Another important source of guidance is the Official Gazette. From time to time, the Commissioner for Patents and Trademarks publishes ethics-related “Notices” in the Official Gazette. The 2 Notices most relevant to this topic are here and here.
You can access other Official Gazette Notices here.
So when you comb through all this guidance, what does it say about these international relationships? As far as the USPTO is concerned:
THE CLIENT IS THE TRADEMARK APPLICANT/OWNER, NOT THE FOREIGN ASSOCIATE.
If Juan (an attorney licensed outside the U.S.) contacts Mary (a U.S.-licensed attorney) to file a trademark application for Juan’s client, Fankle, Inc. (also domiciled outside the U.S.), is Mary’s client Juan or Fankle, Inc.? Under U.S. ethics rules, it’s the trademark applicant/owner (Fankle, Inc.), NOT the foreign associate (Juan).
The USPTO was very clear about this in its 1988 Notice:
"In some instances, practitioners deal with a corporate liaison or foreign agent. Such arrangements do not automatically change the person whom practitioner represents, e.g., the inventor or trademark owner. The fact that a U.S. practitioner receives instructions from the inventor or trademark owner through a foreign attorney or agent does not change the fact that the client is still the inventor or trademark owner rather than the foreign attorney or agent." (emphasis supplied)

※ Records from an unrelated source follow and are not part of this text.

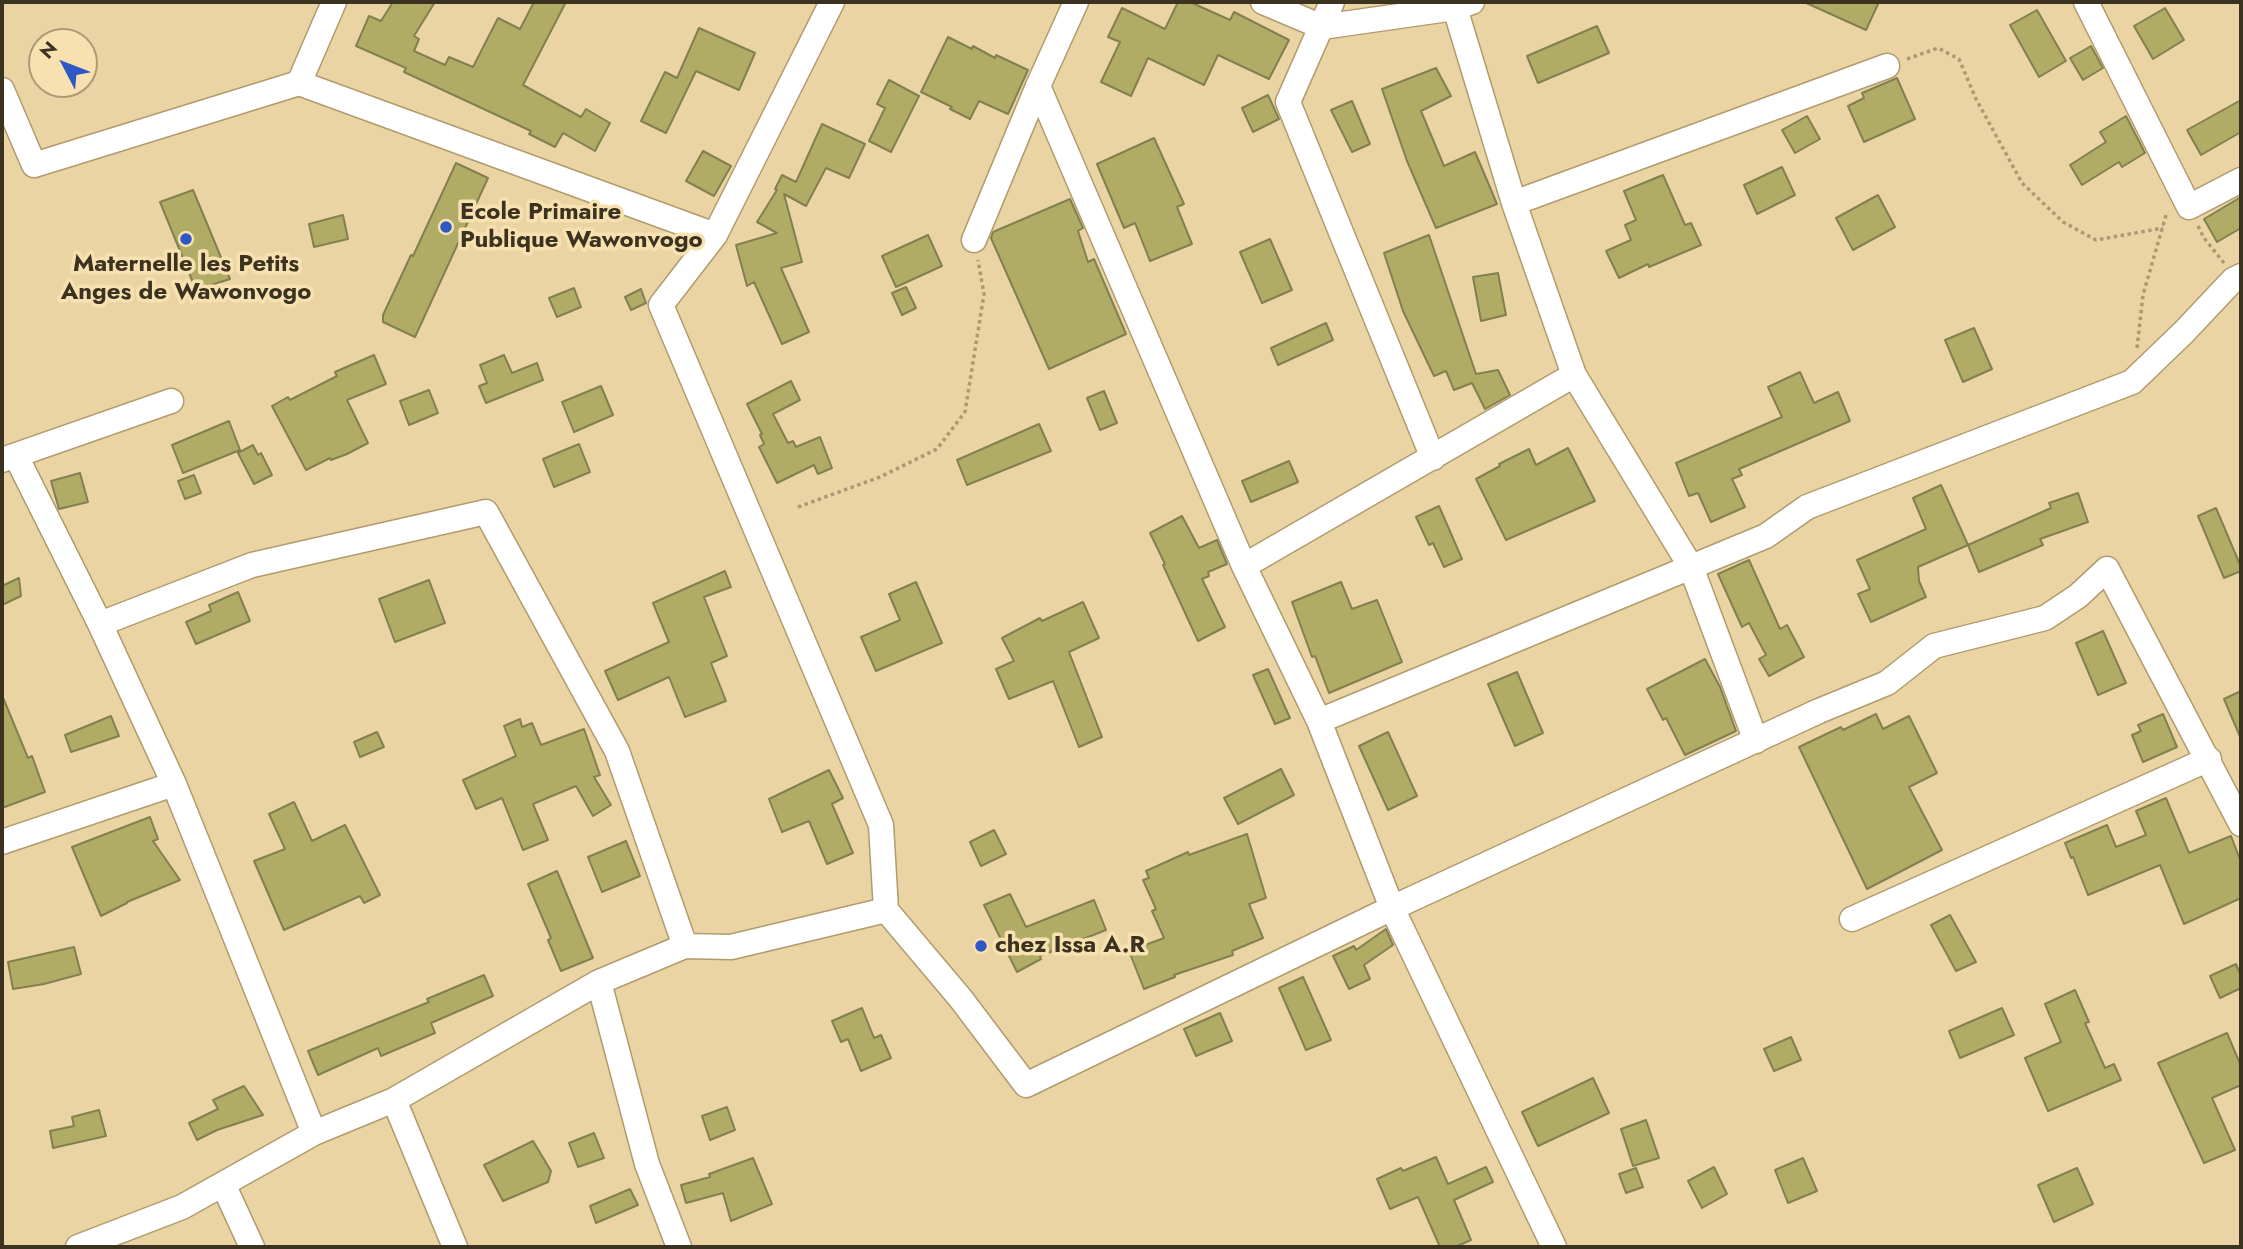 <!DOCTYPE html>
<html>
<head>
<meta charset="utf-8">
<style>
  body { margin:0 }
  #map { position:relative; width:2243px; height:1249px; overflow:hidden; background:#ebd4a4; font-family:Jost,sans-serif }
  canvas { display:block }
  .frame { position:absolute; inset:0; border:4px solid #3b321f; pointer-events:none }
  .north { position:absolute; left:28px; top:28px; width:70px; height:70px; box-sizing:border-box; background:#f8e1b1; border:2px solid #ac9b77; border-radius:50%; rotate:312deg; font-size:19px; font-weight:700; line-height:28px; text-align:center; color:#3b321f }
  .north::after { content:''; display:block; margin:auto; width:24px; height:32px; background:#2f58c7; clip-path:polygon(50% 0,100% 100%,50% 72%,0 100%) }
</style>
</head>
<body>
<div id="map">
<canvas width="2243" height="1249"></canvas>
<div class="frame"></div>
<div class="north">N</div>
</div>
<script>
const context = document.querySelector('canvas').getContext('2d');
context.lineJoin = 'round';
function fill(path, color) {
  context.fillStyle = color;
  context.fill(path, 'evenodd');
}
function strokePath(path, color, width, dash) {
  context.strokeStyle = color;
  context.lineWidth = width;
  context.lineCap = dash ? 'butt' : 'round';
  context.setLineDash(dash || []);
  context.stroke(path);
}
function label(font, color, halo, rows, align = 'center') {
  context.font = font + ' Jost,sans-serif';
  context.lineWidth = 7;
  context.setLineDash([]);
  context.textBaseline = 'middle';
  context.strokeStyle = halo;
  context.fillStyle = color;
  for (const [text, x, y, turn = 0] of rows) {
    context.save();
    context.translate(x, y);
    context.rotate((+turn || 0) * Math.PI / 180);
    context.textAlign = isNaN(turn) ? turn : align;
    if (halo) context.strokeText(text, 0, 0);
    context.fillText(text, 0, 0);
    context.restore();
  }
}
const building = new Path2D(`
  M 393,2 L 435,2 L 414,36 L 419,39 L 414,51 L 445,65 L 449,57 L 473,67 L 498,18 L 520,29 L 534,2 L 566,2 L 523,85 L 581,117 L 586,109 L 610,123 L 595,151 L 563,133 L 555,147 L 529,134 L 531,131 L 404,72 L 406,68 L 356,46 L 369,16 L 381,21 Z
  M 1178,2 L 1190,2 L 1230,20 L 1234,12 L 1289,40 L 1269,79 L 1218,55 L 1204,85 L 1148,58 L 1131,96 L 1101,82 L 1120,42 L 1108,37 L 1122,8 L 1165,29 Z
  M 1804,2 L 1879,2 L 1866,30 Z
  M 2165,8 L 2184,40 L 2153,59 L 2134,26 Z
  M 2037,10 L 2066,61 L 2039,77 L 2010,25 Z
  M 1597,26 L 1609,53 L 1538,83 L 1527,56 Z
  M 699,28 L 755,53 L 739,90 L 696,71 L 666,133 L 641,121 L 665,72 L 677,78 Z
  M 948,37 L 972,49 L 973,46 L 995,58 L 996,55 L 1028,70 L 1008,114 L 979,101 L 970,119 L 950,109 L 952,107 L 921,92 Z
  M 2091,46 L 2103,68 L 2083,80 L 2070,58 Z
  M 1436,68 L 1451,96 L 1421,111 L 1444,166 L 1475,152 L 1497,204 L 1436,228 L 1407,161 L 1382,89 Z
  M 1897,78 L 1915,119 L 1864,142 L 1848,106 L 1864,98 L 1862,93 Z
  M 889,80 L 919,96 L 891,152 L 869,141 L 885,108 L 877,104 Z
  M 1268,95 L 1279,119 L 1253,132 L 1242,108 Z
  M 2241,100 L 2241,132 L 2201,155 L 2187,130 Z
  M 1352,101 L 1370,144 L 1352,152 L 1331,110 Z
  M 1807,116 L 1820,139 L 1795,153 L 1782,130 Z
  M 2126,116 L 2145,153 L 2122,167 L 2119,162 L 2082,185 L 2070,165 L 2106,142 L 2100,132 Z
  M 822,124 L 865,144 L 849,178 L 826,168 L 806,206 L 784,194 L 802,262 L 781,268 L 809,332 L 782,344 L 754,282 L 747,286 L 736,245 L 777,233 L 757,222 L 777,190 L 775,189 L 782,175 L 796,182 Z
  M 1154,138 L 1184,204 L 1177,207 L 1192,244 L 1150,261 L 1135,223 L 1124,228 L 1097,164 Z
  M 703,151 L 731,166 L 714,196 L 686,181 Z
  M 456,163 L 488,178 L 415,337 L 383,322 L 383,315 L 411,255 L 413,256 Z
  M 1782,167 L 1795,195 L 1757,214 L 1744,185 Z
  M 1663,175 L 1685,225 L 1691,223 L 1701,245 L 1649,267 L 1648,264 L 1619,278 L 1606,251 L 1631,240 L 1625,225 L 1636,220 L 1624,191 Z
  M 193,190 L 230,279 L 196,290 L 160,202 Z
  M 1878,195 L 1895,227 L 1853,250 L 1836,218 Z
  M 2241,197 L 2241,228 L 2217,242 L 2204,219 Z
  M 1070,199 L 1083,228 L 1078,231 L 1088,262 L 1094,259 L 1126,334 L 1049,369 L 991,238 L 993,232 Z
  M 343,215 L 348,239 L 314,247 L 309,224 Z
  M 928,235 L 942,266 L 896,287 L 882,256 Z
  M 1429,235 L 1476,374 L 1498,370 L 1510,395 L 1485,409 L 1472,383 L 1454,390 L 1446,371 L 1434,376 L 1403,311 L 1384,253 Z
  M 1270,239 L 1292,290 L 1262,303 L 1240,252 Z
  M 1498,273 L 1506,315 L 1481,321 L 1473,277 Z
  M 906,287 L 916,308 L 902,315 L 892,293 Z
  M 574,288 L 581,307 L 557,317 L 549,298 Z
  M 641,289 L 646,303 L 631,310 L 625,297 Z
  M 1326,323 L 1333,340 L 1278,365 L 1271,348 Z
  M 1974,328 L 1992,369 L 1963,382 L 1945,340 Z
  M 374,355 L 386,384 L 347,400 L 368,443 L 347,454 L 331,460 L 330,458 L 306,470 L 272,406 L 288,397 L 290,400 L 337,376 L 335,372 Z
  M 504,355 L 512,373 L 537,363 L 543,380 L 486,403 L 479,386 L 487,383 L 480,365 Z
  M 1800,372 L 1814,403 L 1838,392 L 1850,421 L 1739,469 L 1742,475 L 1732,479 L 1745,507 L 1711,522 L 1698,493 L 1689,496 L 1676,463 L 1782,417 L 1768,387 Z
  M 791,381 L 800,400 L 773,414 L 788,443 L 793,441 L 796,447 L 820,437 L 832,468 L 818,474 L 814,465 L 777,483 L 759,447 L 764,444 L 760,435 L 762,434 L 747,404 Z
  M 601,386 L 613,415 L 574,432 L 562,402 Z
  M 429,390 L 438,413 L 409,425 L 400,401 Z
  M 1104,391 L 1117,423 L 1100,430 L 1087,398 Z
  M 229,421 L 240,450 L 183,473 L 172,445 Z
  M 1039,424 L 1051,451 L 967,485 L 957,460 Z
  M 579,444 L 590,472 L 554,487 L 543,459 Z
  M 253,445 L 258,455 L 261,453 L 272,475 L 254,484 L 238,453 Z
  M 1568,448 L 1595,501 L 1506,540 L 1476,479 L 1500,466 L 1499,464 L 1529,449 L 1536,465 Z
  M 1289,461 L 1298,482 L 1251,502 L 1242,481 Z
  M 80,473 L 88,502 L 59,509 L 51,481 Z
  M 194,475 L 201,493 L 185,499 L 178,481 Z
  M 1941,485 L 1968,545 L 1918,567 L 1919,581 L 1926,597 L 1871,622 L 1858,594 L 1870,589 L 1857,560 L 1926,529 L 1913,498 Z
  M 2078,493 L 2088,522 L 2040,539 L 2043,545 L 1979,572 L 1968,545 L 2051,508 L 2049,503 Z
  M 1439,506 L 1462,559 L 1444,567 L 1433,543 L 1429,545 L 1416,517 Z
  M 2216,508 L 2241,567 L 2241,571 L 2224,578 L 2198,516 Z
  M 1182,516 L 1199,548 L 1217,540 L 1227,564 L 1208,572 L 1209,576 L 1202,579 L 1225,627 L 1198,641 L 1163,565 L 1165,564 L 1150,533 Z
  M 1749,560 L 1780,629 L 1787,625 L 1804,657 L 1769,676 L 1759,659 L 1766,655 L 1749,623 L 1742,627 L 1718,574 Z
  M 725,571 L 731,587 L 704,597 L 727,656 L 711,663 L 726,701 L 685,717 L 669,677 L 618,700 L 605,671 L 669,642 L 653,603 Z
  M 19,578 L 21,596 L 2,605 L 2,586 Z
  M 429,580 L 445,623 L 395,642 L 379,599 Z
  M 916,582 L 942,643 L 876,671 L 861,637 L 900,620 L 889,594 Z
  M 1341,582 L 1352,609 L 1377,600 L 1402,662 L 1329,693 L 1315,656 L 1312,657 L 1292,602 Z
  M 238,592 L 250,621 L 196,644 L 186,622 L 211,611 L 209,605 Z
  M 1083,602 L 1099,638 L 1069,652 L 1102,737 L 1079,747 L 1053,681 L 1009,699 L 996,669 L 1014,661 L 1002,638 L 1040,618 L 1042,621 Z
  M 2103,631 L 2126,683 L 2098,695 L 2076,643 Z
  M 1705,659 L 1720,687 L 1736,731 L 1685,755 L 1666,718 L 1663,720 L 1647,689 Z
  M 1268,669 L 1290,718 L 1275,724 L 1253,675 Z
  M 1517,672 L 1543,733 L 1515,746 L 1488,684 Z
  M 2241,691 L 2241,739 L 2224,699 Z
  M 2,695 L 28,758 L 32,756 L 45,792 L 2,808 Z
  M 1876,714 L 1883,729 L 1909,716 L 1937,773 L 1909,787 L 1942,850 L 1867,889 L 1799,747 L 1841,727 L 1843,730 Z
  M 2163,714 L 2177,747 L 2143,762 L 2132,735 L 2141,731 L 2138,725 Z
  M 111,716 L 119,736 L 71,752 L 65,735 Z
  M 520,719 L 522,727 L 532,723 L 541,745 L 584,729 L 600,775 L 594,777 L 611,805 L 593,816 L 576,786 L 533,804 L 548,840 L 523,850 L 502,798 L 476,809 L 463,780 L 516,756 L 504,726 Z
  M 377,732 L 384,747 L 360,757 L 354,742 Z
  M 1388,732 L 1417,796 L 1388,810 L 1359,746 Z
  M 1281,769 L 1294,795 L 1238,824 L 1224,798 Z
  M 829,770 L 843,798 L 832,804 L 853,853 L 827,864 L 809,821 L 782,832 L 769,799 Z
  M 2166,798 L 2189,853 L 2231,836 L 2241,862 L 2241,898 L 2184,924 L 2160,865 L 2088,895 L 2073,857 L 2071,858 L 2065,843 L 2107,825 L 2116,847 L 2146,835 L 2136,811 Z
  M 294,802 L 312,841 L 345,825 L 380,895 L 364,903 L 360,896 L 284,930 L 254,861 L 285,849 L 269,814 Z
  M 150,817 L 158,839 L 153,841 L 180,880 L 127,902 L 127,903 L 101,916 L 72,847 Z
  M 994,830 L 1006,854 L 981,866 L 970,842 Z
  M 1247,834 L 1266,898 L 1249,904 L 1263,938 L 1232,951 L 1233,955 L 1174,975 L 1175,977 L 1144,989 L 1129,951 L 1164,938 L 1152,911 L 1156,909 L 1143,880 L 1149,878 L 1146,871 L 1188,852 L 1189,855 Z
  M 626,841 L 640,876 L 602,892 L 588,857 Z
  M 557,871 L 593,958 L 561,971 L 548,940 L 551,938 L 528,884 Z
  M 1010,894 L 1026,927 L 1094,900 L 1106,930 L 1040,956 L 1041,959 L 1017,972 L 984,905 Z
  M 1950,915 L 1976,962 L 1956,971 L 1931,925 Z
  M 1386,929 L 1393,945 L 1364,965 L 1370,979 L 1349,989 L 1333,956 L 1354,946 L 1356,950 Z
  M 74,947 L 81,974 L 44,984 L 13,989 L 8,962 Z
  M 2236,964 L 2241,976 L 2241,988 L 2220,998 L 2210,976 Z
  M 484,975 L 493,996 L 431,1023 L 435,1033 L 381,1056 L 378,1048 L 318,1075 L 308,1051 L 429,1002 L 427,999 Z
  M 1303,977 L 1331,1040 L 1306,1050 L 1279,988 Z
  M 2075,990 L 2089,1022 L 2085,1023 L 2105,1068 L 2114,1064 L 2121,1080 L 2048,1111 L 2025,1058 L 2061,1042 L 2045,1004 Z
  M 862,1008 L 874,1038 L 881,1035 L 891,1058 L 861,1071 L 848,1039 L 841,1042 L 832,1021 Z
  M 2002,1008 L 2014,1035 L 1960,1058 L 1949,1031 Z
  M 1220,1013 L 1232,1041 L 1196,1056 L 1184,1029 Z
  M 2227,1033 L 2241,1066 L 2241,1085 L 2212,1098 L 2235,1150 L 2204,1163 L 2158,1063 Z
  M 1791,1037 L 1801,1060 L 1774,1071 L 1764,1049 Z
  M 1593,1078 L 1609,1113 L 1538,1146 L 1522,1112 Z
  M 244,1086 L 263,1115 L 217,1130 L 197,1140 L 189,1123 L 218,1109 L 213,1100 Z
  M 727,1107 L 735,1130 L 710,1140 L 702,1116 Z
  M 99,1110 L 106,1136 L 53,1148 L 50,1131 L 74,1126 L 72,1117 Z
  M 1646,1120 L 1659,1158 L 1633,1166 L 1621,1129 Z
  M 594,1133 L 604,1158 L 578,1167 L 569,1143 Z
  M 533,1141 L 551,1171 L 548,1182 L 503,1201 L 484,1165 Z
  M 1436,1157 L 1448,1184 L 1486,1167 L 1493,1182 L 1454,1200 L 1471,1240 L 1455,1247 L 1440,1247 L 1418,1197 L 1390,1209 L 1377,1179 L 1401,1168 L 1403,1171 Z
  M 753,1158 L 772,1204 L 731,1221 L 723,1193 L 686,1203 L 681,1185 L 710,1177 L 709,1174 Z
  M 1803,1158 L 1817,1191 L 1788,1203 L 1775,1170 Z
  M 1714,1167 L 1727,1194 L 1702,1208 L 1688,1181 Z
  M 1636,1168 L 1643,1187 L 1626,1193 L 1619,1174 Z
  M 2077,1168 L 2093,1204 L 2054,1222 L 2038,1185 Z
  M 630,1189 L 638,1205 L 596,1223 L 590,1206 Z`);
const path = new Path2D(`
  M 1907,59 L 1938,48 L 1959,59 L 1976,99 L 2022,183 L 2063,222 L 2096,240 L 2163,228
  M 2198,226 L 2204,238 L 2224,263
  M 2137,348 L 2143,295 L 2166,215 L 2169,214
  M 798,507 L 880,477 L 937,449 L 965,412 L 984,294 L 978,260`);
const minor = new Path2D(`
  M 832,2 L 715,235 L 661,305 L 881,825 L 886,910 L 961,999 L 1026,1085 L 1392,908 L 1554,1247
  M 1263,2 L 1322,27 L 1455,8 L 1472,2
  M 1332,2 L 1288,102 L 1433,458
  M 2086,2 L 2189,207 L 2241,180
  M 1455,8 L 1514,203 L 1574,375 L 1691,567 L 1756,741
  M 299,83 L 715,235
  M 1038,86 L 1244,566 L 1319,721 L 1392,908 L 1819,711 L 1887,683 L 1934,646 L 2045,618 L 2078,596 L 2107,569 L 2241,824
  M 2,90 L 34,165 L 299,83 L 334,2
  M 1514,203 L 1887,66
  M 974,240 L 1038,86 L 1076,2
  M 16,456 L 100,624 L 174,784 L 314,1133
  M 2,460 L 171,401
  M 1244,566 L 1574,375
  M 100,624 L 252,565 L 486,512 L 617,751 L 685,946
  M 1319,721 L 1766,536 L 1807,507 L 2132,382 L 2184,332 L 2233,280 L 2241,276
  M 2,842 L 174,784
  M 1852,919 L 2209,759
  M 599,982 L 647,1164 L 679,1247
  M 394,1100 L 455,1247
  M 223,1184 L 252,1247
  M 78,1247 L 182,1207 L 314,1133 L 394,1100 L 599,982 L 685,946 L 731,947 L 886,910`);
const markers = [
  [446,227,7,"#2f58c7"],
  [186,239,7,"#2f58c7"],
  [981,946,7,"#2f58c7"]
];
const poiNames = [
  ["Ecole Primaire",460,213],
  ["Publique Wawonvogo",460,241],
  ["Maternelle les Petits",186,265,"center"],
  ["Anges de Wawonvogo",186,293,"center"],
  ["chez Issa A.R",995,946]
];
fill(building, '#b0ab65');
strokePath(building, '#838050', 2);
strokePath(minor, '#b19b6d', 27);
strokePath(path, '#ab9974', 3.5, [3.5, 3.5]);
strokePath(minor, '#fff', 24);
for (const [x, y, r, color] of markers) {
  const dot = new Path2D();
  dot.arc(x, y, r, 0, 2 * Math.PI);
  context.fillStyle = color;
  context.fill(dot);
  strokePath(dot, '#f8e1b1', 2.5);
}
label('bold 24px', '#3b321f', '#f8e1b1', poiNames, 'left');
</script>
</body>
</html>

Significantly for U.S.-licensed counsel, this means the duties they owe to clients flow through to the trademark applicant/owner.
This information was posted on January 6, 2021 and was accurate as of the date of writing. However, the law changes frequently, and readers should not rely solely on general online information but instead should consult a licensed attorney by asking questions about their specific issues when they need legal advice.